Looked at statistically, the vast majority of galaxies are dwarf elliptical and dwarf irregular systems typically found in orbiting around larger systems. Most often, the elliptical systems are devoid of gas and dust and populated with old red stars. The irregular systems are quite the opposite, and are often rich in gas and dust that is ablaze with star formation. Giant galaxies have similar shapes - coming in both elliptical and irregular varieties, as well as the well-known spiral shape. Typically the largest elliptical galaxies contain little gas or dust and have red populations (very rare exceptions do exist, but are not the norm), while spiral and irregular systems typically do have gas and dust, as well as star formation.

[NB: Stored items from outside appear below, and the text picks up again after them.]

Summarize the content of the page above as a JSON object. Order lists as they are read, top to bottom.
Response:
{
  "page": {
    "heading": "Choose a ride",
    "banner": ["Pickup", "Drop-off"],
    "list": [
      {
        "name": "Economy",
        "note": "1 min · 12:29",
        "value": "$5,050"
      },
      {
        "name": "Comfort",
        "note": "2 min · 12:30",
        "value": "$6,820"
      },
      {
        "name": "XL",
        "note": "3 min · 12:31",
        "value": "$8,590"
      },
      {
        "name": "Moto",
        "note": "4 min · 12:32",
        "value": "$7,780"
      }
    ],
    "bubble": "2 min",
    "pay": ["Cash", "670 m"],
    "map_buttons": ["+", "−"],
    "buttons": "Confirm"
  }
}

The differences between having dust and not having dust, and having mostly red stars and having star formation are reflections of evolutionary histories. A given system will start with a certain amount of gas and dust with which it can form stars. In most cases, this initial supply of stellar building materials is augmented by gas and dust that is cannibalized from smaller systems. Eventually, however, galaxies do run out of material to build stars, and when this happens all the existing stars simply age, with the blue stars winking out as the red stars undergo a slow burn of their fuel. This early death of blue stars leads to consistently red stellar populations in galaxies that aren't undergoing star formation. The consumption of gas and dust can be accelerated during galaxy collisions, which may compress the material and also drive it into the hearts of the colliding galaxies. The compressed gas will burst with star formation, while the material driven toward the center will in part fall into the galaxies' central black holes, and also in part become new stars. Once the collision is over, little or no gas and dust may remain to form future generations of stars.
In addition to seeing galaxies as spiral, elliptical, or irregular (or colliding, which is a special case of irregular), we also observe a variety of special features. While elliptical galaxies tend to be nothing more than collections of randomly orbiting stars, spiral galaxies can show a variety of interesting features including bars through their centers, rings of star formation, twisted disks, and other anomalies. These unusual extras are often the result of gravitational interactions between different galaxies.